The Escalating Threat of Mobile Banking Trojan Campaigns in India

Microsoft’s recent observations highlight an ongoing surge in mobile banking trojan campaigns in India. Cybercriminals are exploiting social media platforms like WhatsApp and Telegram, sending crafty messages that entice users to install malicious applications. These applications, masquerading as legitimate services from banks, government entities, and utility companies, aim to filch a wide array of sensitive user information, including personal details, banking credentials, and payment card data.

Mobile malware infections, though not a novel threat, continue to pose significant risks. Users face unauthorized access to personal data, financial losses from fraudulent transactions, privacy breaches, reduced device performance, and potential data theft or corruption. Similar campaigns in the past have employed malicious links to trick users into downloading these dangerous apps, as detailed in the blog “Rewards plus: Fake mobile banking rewards apps lure users to install info-stealing RAT on Android devices.”

The attack flow of this campaign.

The latest active campaigns have shifted tactics, directly sharing malicious APK files with users in India. Microsoft Threat Intelligence team uncovered two such applications, falsely claiming to be official banking apps. These fraudulent apps exploit social engineering tactics by imitating legitimate financial institutions, though these banks themselves are not directly affected by these attacks.

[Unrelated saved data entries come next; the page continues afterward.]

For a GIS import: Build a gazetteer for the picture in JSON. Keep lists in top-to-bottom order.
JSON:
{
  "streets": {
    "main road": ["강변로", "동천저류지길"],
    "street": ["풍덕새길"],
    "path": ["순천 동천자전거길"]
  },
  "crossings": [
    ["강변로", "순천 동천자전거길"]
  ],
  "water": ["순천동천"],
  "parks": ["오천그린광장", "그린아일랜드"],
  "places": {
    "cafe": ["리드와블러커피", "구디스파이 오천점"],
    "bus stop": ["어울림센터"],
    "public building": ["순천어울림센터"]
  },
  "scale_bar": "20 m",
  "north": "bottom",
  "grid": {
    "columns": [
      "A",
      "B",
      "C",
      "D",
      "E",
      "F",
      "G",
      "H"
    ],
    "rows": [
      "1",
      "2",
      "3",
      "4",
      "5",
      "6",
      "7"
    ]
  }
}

One particular case involved a WhatsApp phishing campaign distributing a banking trojan. A message prompted users to update their PAN card details through a provided APK file, which, upon installation, impersonated an official bank KYC application. The app sought sensitive user information, transmitting it to a command and control server and an attacker’s phone number.

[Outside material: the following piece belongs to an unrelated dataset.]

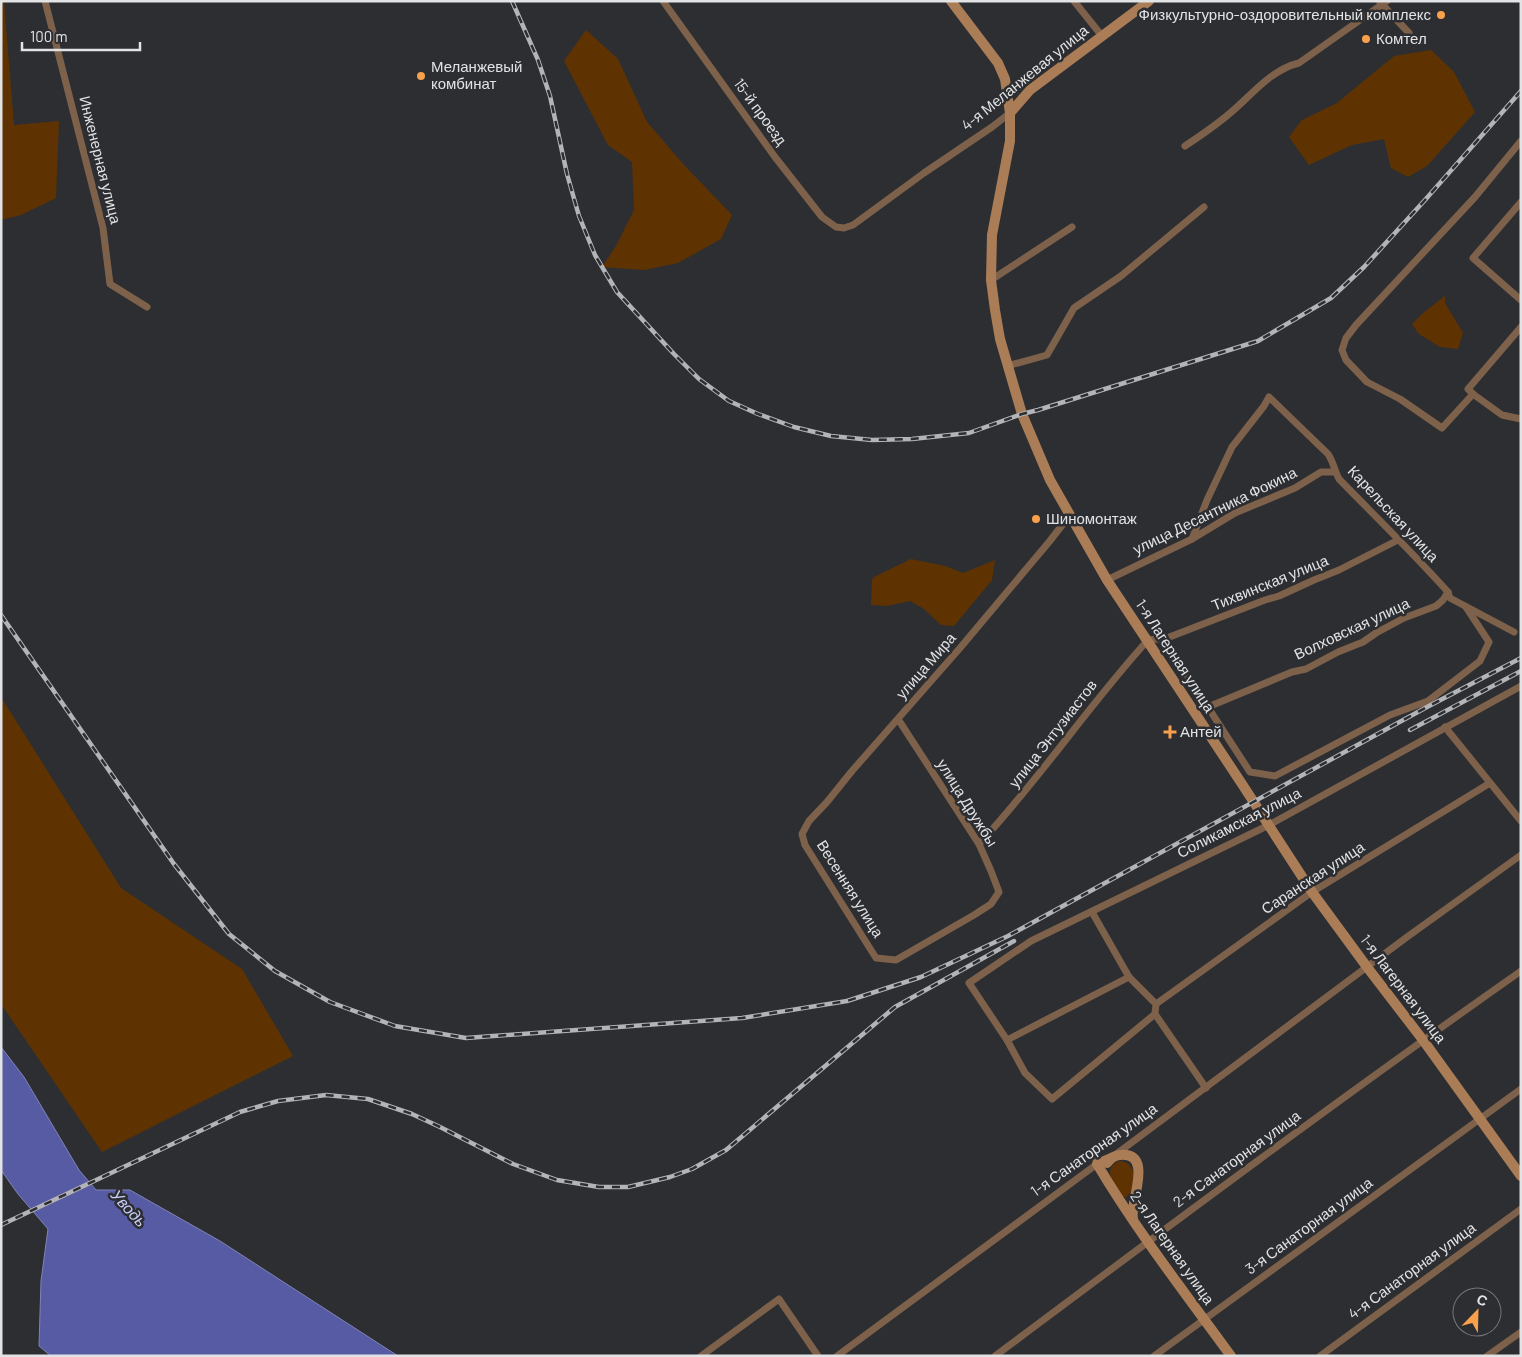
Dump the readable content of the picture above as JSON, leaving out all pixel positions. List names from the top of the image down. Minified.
{"streets":{"main road":["4-я Меланжевая улица","1-я Лагерная улица","1-я Санаторная улица","2-я Лагерная улица"],"street":["15-й проезд","Инженерная улица","улица Десантника Фокина","Карельская улица","Тихвинская улица","Волховская улица","улица Мира","улица Энтузиастов","улица Дружбы","Соликамская улица","Саранская улица","Весенняя улица","2-я Санаторная улица","3-я Санаторная улица","4-я Санаторная улица"]},"crossings":[["4-я Меланжевая улица","15-й проезд"],["4-я Меланжевая улица","1-я Лагерная улица"],["улица Десантника Фокина","Карельская улица"],["улица Десантника Фокина","1-я Лагерная улица"],["Карельская улица","Тихвинская улица"],["Карельская улица","Волховская улица"],["Тихвинская улица","1-я Лагерная улица"],["Тихвинская улица","улица Энтузиастов"],["1-я Лагерная улица","улица Мира"],["1-я Лагерная улица","улица Энтузиастов"],["1-я Лагерная улица","Соликамская улица"],["1-я Лагерная улица","Саранская улица"],["1-я Лагерная улица","1-я Санаторная улица"],["1-я Лагерная улица","2-я Санаторная улица"],["1-я Лагерная улица","3-я Санаторная улица"],["улица Мира","улица Дружбы"],["улица Мира","Весенняя улица"],["улица Энтузиастов","улица Дружбы"],["улица Дружбы","Весенняя улица"],["1-я Санаторная улица","2-я Лагерная улица"],["2-я Санаторная улица","2-я Лагерная улица"],["3-я Санаторная улица","2-я Лагерная улица"]],"water":["Уводь"],"places":{"other":["Физкультурно-оздоровительный комплекс","Комтел","Меланжевый комбинат","Шиномонтаж"],"health":["Антей"]},"scale_bar":"100 m","north":"top right"}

The fake app’s interface mimicked a legitimate bank application, initially requesting SMS permissions and then banking details under the guise of an online KYC process. The app even simulated a multifactor authentication process, further deceiving users into believing in its legitimacy.

Once installed on a device, the fake app asks users to allow SMS permissions and to sign-in to internet banking and submit their mobile number, ATM pin, and PAN card to update KYC.

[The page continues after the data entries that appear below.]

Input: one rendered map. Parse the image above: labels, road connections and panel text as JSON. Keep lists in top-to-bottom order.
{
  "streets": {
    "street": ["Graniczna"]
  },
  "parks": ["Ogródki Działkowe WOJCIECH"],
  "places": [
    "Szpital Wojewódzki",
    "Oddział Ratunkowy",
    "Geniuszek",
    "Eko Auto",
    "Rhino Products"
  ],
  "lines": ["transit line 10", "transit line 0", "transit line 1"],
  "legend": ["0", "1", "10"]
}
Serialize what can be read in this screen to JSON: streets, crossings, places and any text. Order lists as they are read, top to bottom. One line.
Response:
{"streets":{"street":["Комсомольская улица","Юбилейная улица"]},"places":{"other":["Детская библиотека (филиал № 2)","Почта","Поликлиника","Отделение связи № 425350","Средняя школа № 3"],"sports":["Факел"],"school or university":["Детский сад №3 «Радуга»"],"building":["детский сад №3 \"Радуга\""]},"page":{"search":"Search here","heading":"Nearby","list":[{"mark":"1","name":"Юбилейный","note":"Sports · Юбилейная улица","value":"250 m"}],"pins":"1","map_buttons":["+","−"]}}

Similar campaigns have used the names of known institutions as app file names to target mobile users in India. These campaigns leverage social media to spread their fraudulent apps, choosing well-known institutions to create a false sense of security among users.

Mobile banking trojan infections can significantly endanger users’ personal and financial security. Awareness of the risks and common tactics used by these trojans is crucial in identifying and mitigating their impact.

Signs of a potential infection include unfamiliar apps, increased data usage, unauthorized transactions, device crashes, and unusual app behavior. To guard against these threats, we recommend:

• Installing apps only from trusted sources like the Google Play Store or Apple App Store.
• Avoiding unknown links from ads, SMS, emails, or untrusted sources.
• Utilizing mobile security solutions like Microsoft Defender for Endpoint on Android.
• Keeping the “Install unknown apps” setting disabled on Android devices.